▶ _WHAT IS REQUIRED_: Within the records below, filter for lines carrying the word "service" and copy them.
RECORDS FOR THE EXERCISE: Begin
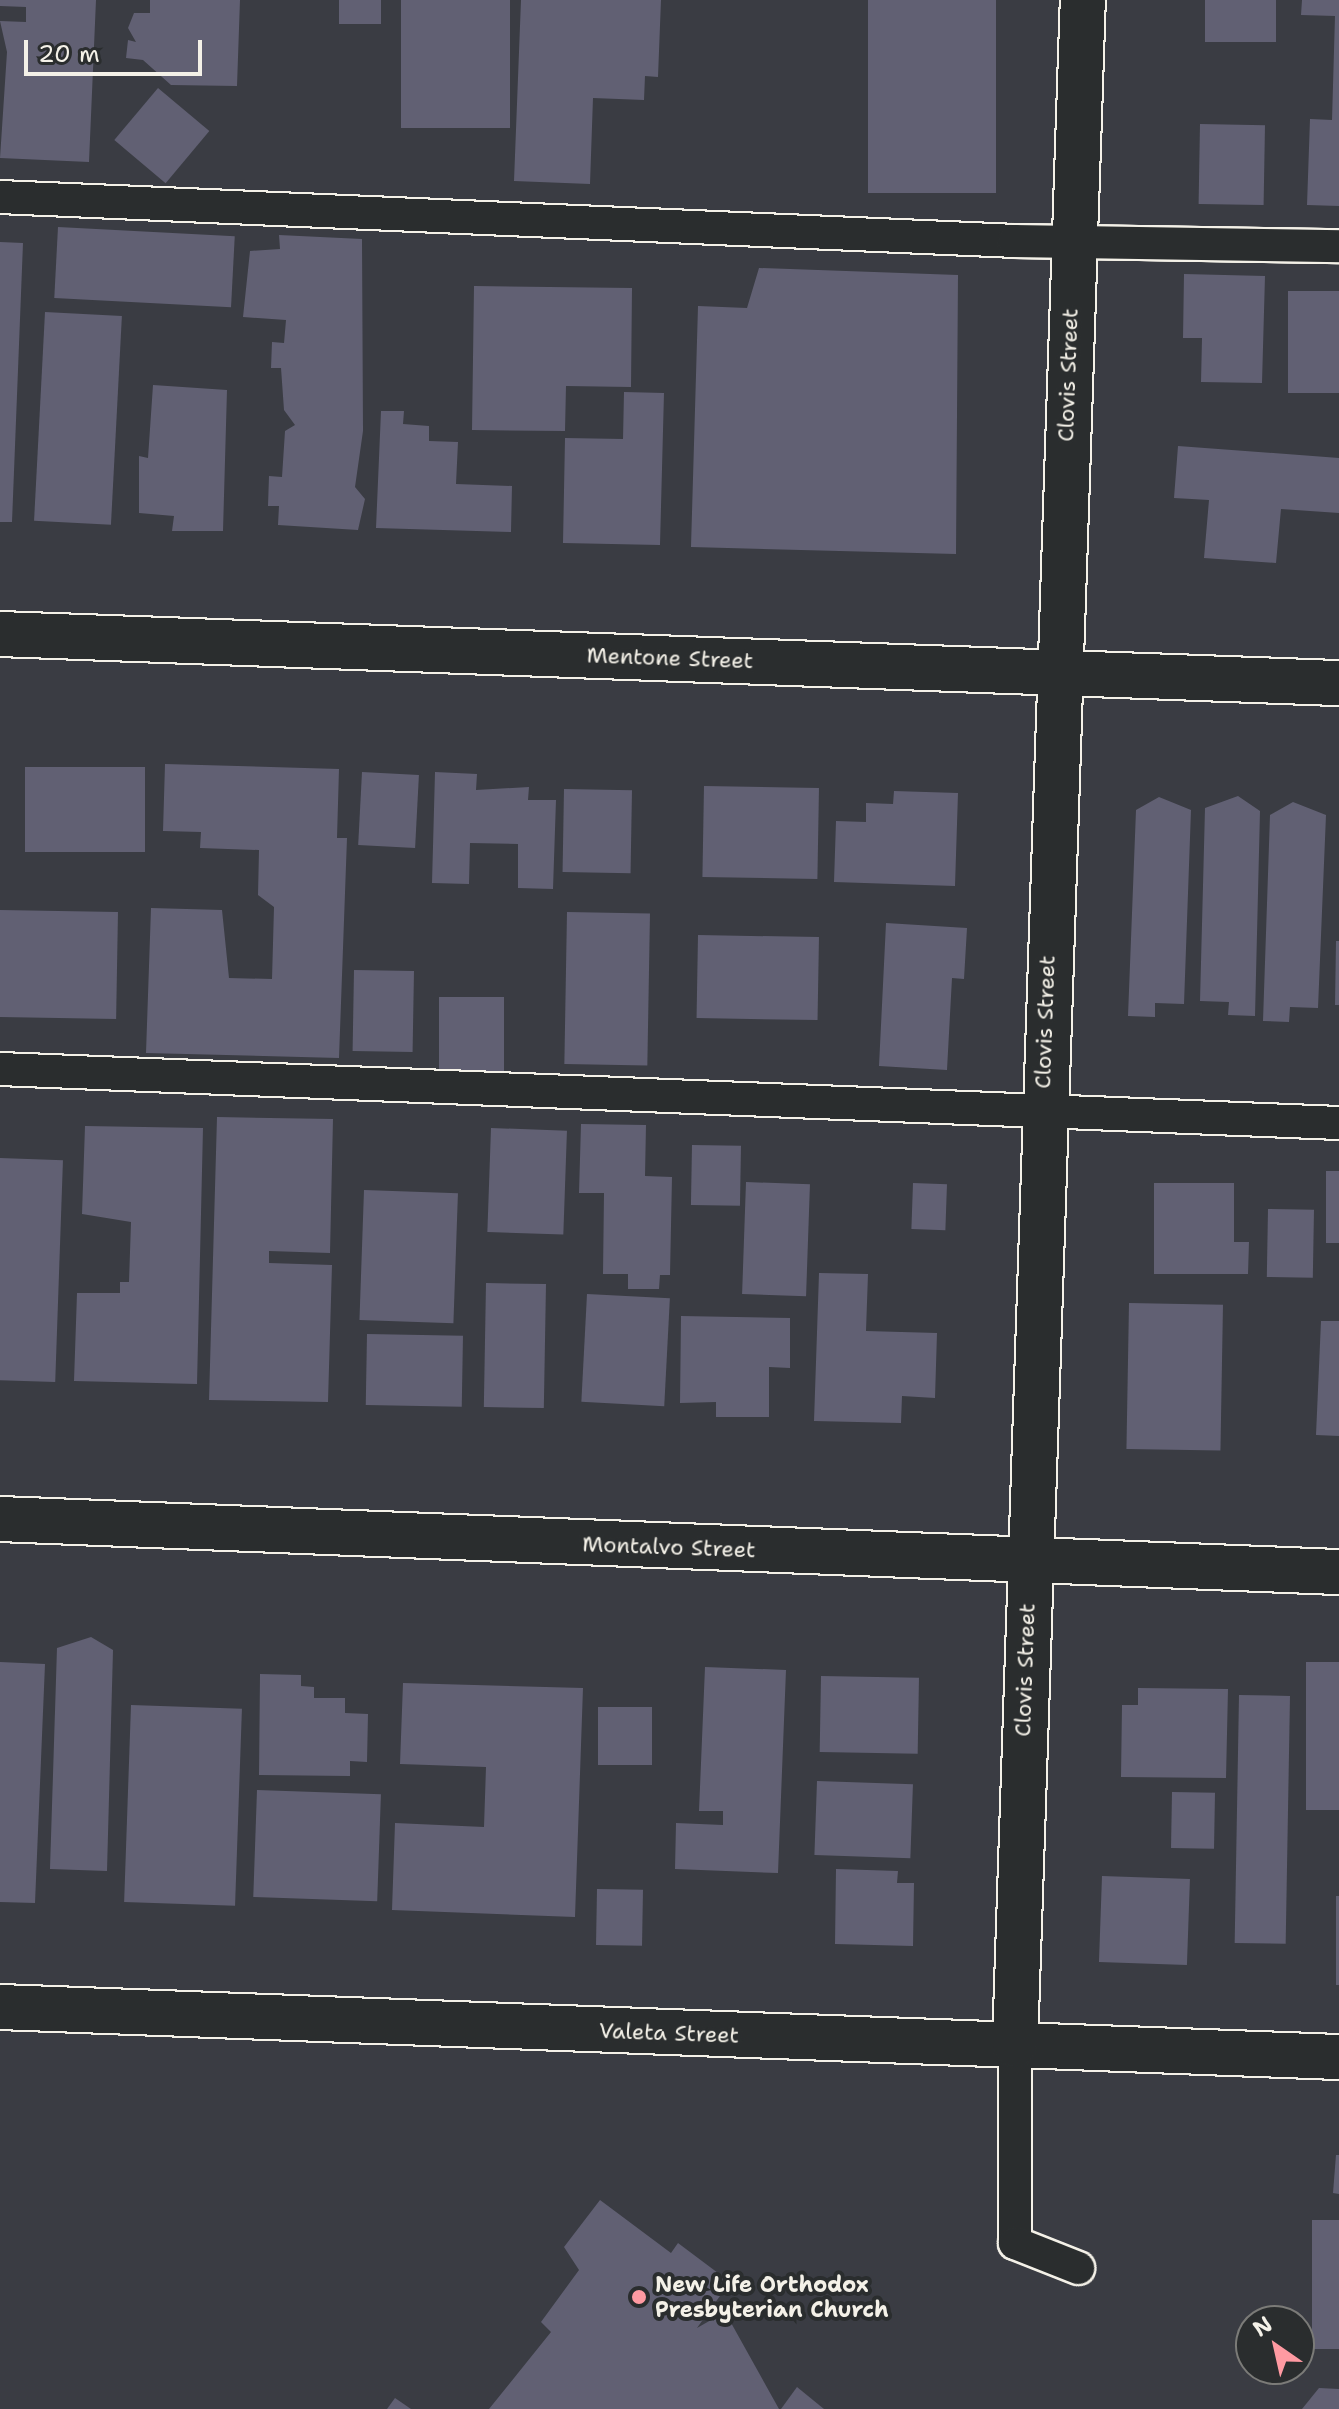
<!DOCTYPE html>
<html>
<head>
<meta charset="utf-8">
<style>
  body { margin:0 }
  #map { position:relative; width:1339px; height:2409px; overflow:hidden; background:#3a3c43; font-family:"Shantell Sans",sans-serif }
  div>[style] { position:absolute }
  .building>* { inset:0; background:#616073; transform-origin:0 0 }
  .roads { filter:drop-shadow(2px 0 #f4f1e8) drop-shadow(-2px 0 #f4f1e8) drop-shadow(0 2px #f4f1e8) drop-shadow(0 -2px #f4f1e8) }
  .service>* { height:32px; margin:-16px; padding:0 16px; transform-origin:16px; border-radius:16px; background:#2a2d2e }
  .minor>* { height:44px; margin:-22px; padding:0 22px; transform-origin:22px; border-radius:22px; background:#2a2d2e }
  .dots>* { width:22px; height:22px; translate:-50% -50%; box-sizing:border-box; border:4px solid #2a2d2e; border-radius:50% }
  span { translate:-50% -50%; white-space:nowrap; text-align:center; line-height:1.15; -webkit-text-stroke:8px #2a2d2e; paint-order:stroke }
  .street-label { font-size:22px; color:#f4f1e8 }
  .poi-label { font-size:22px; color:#f4f1e8; font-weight:700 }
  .left { translate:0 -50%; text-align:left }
  .north { position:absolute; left:1235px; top:2305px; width:80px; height:80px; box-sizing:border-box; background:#2a2d2e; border:2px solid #7b7b78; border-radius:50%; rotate:326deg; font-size:22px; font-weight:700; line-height:32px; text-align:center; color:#f4f1e8 }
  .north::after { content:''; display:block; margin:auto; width:28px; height:36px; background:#ff9aa2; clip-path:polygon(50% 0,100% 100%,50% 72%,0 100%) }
  .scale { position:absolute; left:24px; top:40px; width:178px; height:36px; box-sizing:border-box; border:4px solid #f4f1e8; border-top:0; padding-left:10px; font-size:24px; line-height:28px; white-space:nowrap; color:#f4f1e8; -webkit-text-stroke:6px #2a2d2e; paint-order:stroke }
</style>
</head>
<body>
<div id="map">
  <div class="building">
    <i style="clip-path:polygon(0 0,96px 0,89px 162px,0 158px,7px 52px,0 21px,26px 22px,26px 7px,0 6px)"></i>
    <i style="clip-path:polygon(150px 0,240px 0,237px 86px,171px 85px,143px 60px,126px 58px,128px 40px,136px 42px,128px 28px,134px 13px,150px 13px)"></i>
    <i style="left:339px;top:0;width:42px;height:24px"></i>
    <i style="left:401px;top:0;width:109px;height:128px"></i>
    <i style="clip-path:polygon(521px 0,661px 0,658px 77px,645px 76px,644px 100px,593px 98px,590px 184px,514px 181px)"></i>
    <i style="left:868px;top:0;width:128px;height:193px"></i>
    <i style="left:1205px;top:0;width:71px;height:42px"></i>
    <i style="clip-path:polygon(1302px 0,1339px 0,1339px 206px,1307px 205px,1310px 119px,1332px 120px,1335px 16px,1301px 15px)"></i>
    <i style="left:158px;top:88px;width:67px;height:68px;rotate:40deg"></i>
    <i style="left:1200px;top:124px;width:65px;height:80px;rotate:1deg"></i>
    <i style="left:58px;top:227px;width:177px;height:71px;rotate:3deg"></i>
    <i style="clip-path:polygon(279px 235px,362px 239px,363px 431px,355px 487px,365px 499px,358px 530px,278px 525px,279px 506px,268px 506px,269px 476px,282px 477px,285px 431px,295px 425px,284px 410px,281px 368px,271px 368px,272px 342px,284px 343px,286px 320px,243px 317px,250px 251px,280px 249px)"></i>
    <i style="clip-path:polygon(0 242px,23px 243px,12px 522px,0 522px)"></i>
    <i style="clip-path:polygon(759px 268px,958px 275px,956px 554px,691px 547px,698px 306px,747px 308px)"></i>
    <i style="clip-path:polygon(1184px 274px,1265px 276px,1262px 383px,1201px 382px,1202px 338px,1183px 338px)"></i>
    <i style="clip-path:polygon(474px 286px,632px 288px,631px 387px,566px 386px,565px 431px,472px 430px)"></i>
    <i style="left:1339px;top:291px;width:102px;height:51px;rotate:90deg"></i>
    <i style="left:45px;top:312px;width:77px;height:209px;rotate:3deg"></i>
    <i style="clip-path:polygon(153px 385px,227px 390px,223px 531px,172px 531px,174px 516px,139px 513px,139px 456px,148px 458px)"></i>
    <i style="clip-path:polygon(624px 392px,664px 393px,660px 545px,563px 543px,565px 438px,623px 439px)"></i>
    <i style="clip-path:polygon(381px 411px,404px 411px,403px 424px,429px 426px,429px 441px,458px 442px,456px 484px,512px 486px,511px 532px,376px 528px)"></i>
    <i style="clip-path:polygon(1178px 446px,1339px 458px,1339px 513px,1281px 509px,1276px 563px,1204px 558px,1209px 500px,1174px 498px)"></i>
    <i style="clip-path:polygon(165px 764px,339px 769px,337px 838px,347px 838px,339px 1058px,146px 1053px,151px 908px,222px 910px,229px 978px,272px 979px,274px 907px,258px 895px,259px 850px,200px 848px,201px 832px,163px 831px)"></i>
    <i style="left:145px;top:767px;width:85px;height:120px;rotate:90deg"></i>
    <i style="left:362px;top:772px;width:57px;height:73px;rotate:3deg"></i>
    <i style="clip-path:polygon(435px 772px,477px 774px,476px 790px,529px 787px,528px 800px,556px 800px,553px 889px,518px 888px,518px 844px,470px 843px,469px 884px,432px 883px)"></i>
    <i style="left:704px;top:786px;width:115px;height:91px;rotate:1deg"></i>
    <i style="left:564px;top:789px;width:68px;height:83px;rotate:1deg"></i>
    <i style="clip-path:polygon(894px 791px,958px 793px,955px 886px,834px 882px,836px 821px,866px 822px,866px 803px,893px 804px)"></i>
    <i style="clip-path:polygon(1238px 796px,1260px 811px,1255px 1016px,1228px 1015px,1229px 1002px,1200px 1001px,1205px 808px)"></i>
    <i style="clip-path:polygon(1159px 797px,1191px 810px,1184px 1004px,1155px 1003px,1155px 1017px,1128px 1016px,1136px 810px)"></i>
    <i style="clip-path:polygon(1293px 802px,1326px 815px,1318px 1008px,1290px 1007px,1289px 1022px,1263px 1021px,1270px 815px)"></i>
    <i style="left:0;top:910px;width:118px;height:107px;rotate:1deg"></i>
    <i style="left:567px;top:912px;width:83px;height:152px;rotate:1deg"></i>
    <i style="clip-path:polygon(886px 923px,967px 928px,964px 979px,952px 978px,947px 1070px,879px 1066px)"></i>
    <i style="left:698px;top:935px;width:121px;height:83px;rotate:1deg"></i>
    <i style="clip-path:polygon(1336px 941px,1339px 941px,1339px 1005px,1335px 1005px)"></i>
    <i style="left:354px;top:970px;width:60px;height:81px;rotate:1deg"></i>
    <i style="left:439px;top:997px;width:65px;height:78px"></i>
    <i style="clip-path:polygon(217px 1117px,333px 1119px,330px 1253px,269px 1251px,269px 1263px,332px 1265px,328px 1402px,209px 1400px)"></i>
    <i style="clip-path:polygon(581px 1124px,646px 1125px,645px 1176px,672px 1177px,670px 1275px,660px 1275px,659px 1289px,628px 1289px,628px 1274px,603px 1274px,604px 1193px,579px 1193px)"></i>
    <i style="clip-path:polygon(85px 1126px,203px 1128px,197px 1384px,74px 1381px,77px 1293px,120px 1293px,120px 1282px,129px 1282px,131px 1222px,82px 1214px)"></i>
    <i style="left:491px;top:1128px;width:76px;height:104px;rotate:2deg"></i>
    <i style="left:692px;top:1145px;width:49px;height:60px;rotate:1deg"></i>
    <i style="left:0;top:1158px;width:63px;height:222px;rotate:2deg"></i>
    <i style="left:1326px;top:1171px;width:13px;height:72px"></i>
    <i style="left:746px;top:1182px;width:64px;height:112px;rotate:2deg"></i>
    <i style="left:913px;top:1183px;width:34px;height:46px;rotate:2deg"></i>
    <i style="clip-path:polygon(1154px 1183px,1234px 1183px,1234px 1242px,1249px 1242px,1248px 1274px,1154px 1274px)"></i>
    <i style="left:364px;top:1190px;width:94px;height:130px;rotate:2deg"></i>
    <i style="left:1268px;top:1209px;width:46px;height:68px;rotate:1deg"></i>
    <i style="clip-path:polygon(819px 1273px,868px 1274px,866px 1331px,937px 1333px,935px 1398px,902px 1396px,901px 1423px,814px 1421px)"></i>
    <i style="left:486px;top:1283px;width:60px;height:124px;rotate:1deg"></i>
    <i style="left:587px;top:1294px;width:83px;height:108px;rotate:3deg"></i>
    <i style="left:1129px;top:1303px;width:94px;height:146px;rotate:1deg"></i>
    <i style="clip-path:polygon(681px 1316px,790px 1318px,790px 1368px,769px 1367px,769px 1417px,716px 1417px,716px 1402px,680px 1403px)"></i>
    <i style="clip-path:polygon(1321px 1321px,1339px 1321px,1339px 1436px,1316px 1435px)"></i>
    <i style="left:367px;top:1334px;width:96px;height:71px;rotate:1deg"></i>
    <i style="clip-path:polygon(91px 1637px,113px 1650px,107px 1871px,50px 1869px,57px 1648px)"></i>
    <i style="clip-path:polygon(0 1662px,45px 1664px,35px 1903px,0 1902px)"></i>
    <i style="left:1306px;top:1662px;width:33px;height:148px"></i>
    <i style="clip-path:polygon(705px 1667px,786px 1670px,778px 1873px,675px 1869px,676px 1823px,723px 1825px,723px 1811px,699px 1811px)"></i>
    <i style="clip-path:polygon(260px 1674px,301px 1675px,301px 1686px,314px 1687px,314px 1698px,345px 1698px,345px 1713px,368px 1714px,367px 1762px,350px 1761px,350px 1776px,259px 1775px)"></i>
    <i style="left:821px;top:1676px;width:98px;height:76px;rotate:1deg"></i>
    <i style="clip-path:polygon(403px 1683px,583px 1688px,575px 1917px,392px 1910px,395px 1823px,484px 1827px,486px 1767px,400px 1764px)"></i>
    <i style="clip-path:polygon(1138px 1688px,1228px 1689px,1226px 1778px,1121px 1777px,1122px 1705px,1138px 1705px)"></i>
    <i style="left:1239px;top:1695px;width:51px;height:248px;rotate:1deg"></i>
    <i style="left:131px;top:1705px;width:111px;height:197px;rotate:2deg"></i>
    <i style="left:598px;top:1707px;width:54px;height:58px"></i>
    <i style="left:817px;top:1781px;width:96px;height:74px;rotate:2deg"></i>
    <i style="left:257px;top:1790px;width:124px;height:107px;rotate:2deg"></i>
    <i style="left:1172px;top:1792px;width:43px;height:56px;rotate:1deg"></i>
    <i style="clip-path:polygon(836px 1869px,898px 1871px,897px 1883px,914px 1883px,913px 1946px,835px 1944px)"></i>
    <i style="left:1102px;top:1876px;width:88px;height:86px;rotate:2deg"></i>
    <i style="left:597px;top:1889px;width:46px;height:56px;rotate:1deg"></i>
    <i style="left:1336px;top:1896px;width:3px;height:89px"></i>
    <i style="clip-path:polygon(1336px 2155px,1339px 2155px,1339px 2194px,1333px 2193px)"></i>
    <i style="clip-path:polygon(600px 2200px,671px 2253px,678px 2243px,730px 2282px,697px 2328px,725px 2312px,779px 2409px,489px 2409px,551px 2332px,541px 2322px,579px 2270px,564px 2247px)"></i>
    <i style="left:1339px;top:2220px;width:129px;height:27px;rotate:90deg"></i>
    <i style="clip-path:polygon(797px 2387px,824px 2409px,781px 2409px)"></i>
    <i style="clip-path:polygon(1319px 2388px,1339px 2389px,1339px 2409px,1302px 2409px)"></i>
    <i style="clip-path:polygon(395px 2398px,411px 2409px,387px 2409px)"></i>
  </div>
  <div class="roads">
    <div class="service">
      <i style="left:0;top:197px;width:1015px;rotate:2.48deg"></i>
      <i style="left:1014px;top:241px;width:325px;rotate:0.9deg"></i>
      <i style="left:0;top:1069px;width:1340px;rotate:2.31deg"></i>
      <i style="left:1015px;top:2045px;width:198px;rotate:90deg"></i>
      <i style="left:1015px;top:2243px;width:68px;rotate:21.6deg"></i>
    </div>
    <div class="minor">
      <i style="left:0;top:634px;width:1340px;rotate:2.1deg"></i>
      <i style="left:0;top:1519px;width:1340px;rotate:2.27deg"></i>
      <i style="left:0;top:2007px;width:1340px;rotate:2.14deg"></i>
      <i style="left:1015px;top:2045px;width:2046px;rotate:-88.1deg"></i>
    </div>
  </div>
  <div class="dots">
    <i style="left:639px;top:2297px;background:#ff9aa2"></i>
  </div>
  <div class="street-label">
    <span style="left:1068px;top:375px;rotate:-88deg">Clovis Street</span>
    <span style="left:670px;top:658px;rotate:2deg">Mentone Street</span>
    <span style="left:1045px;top:1022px;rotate:-88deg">Clovis Street</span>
    <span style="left:669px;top:1547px;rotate:2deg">Montalvo Street</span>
    <span style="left:1025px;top:1670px;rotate:-88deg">Clovis Street</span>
    <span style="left:669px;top:2033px;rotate:2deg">Valeta Street</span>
  </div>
  <div class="poi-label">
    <span class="left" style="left:655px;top:2297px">New Life Orthodox<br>Presbyterian Church</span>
  </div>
  <div class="north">N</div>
  <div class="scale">20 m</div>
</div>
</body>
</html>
RECORDS FOR THE EXERCISE: End
▶ _THE COMPLETED TASK_:
  .service>* { height:32px; margin:-16px; padding:0 16px; transform-origin:16px; border-radius:16px; background:#2a2d2e }
    <div class="service">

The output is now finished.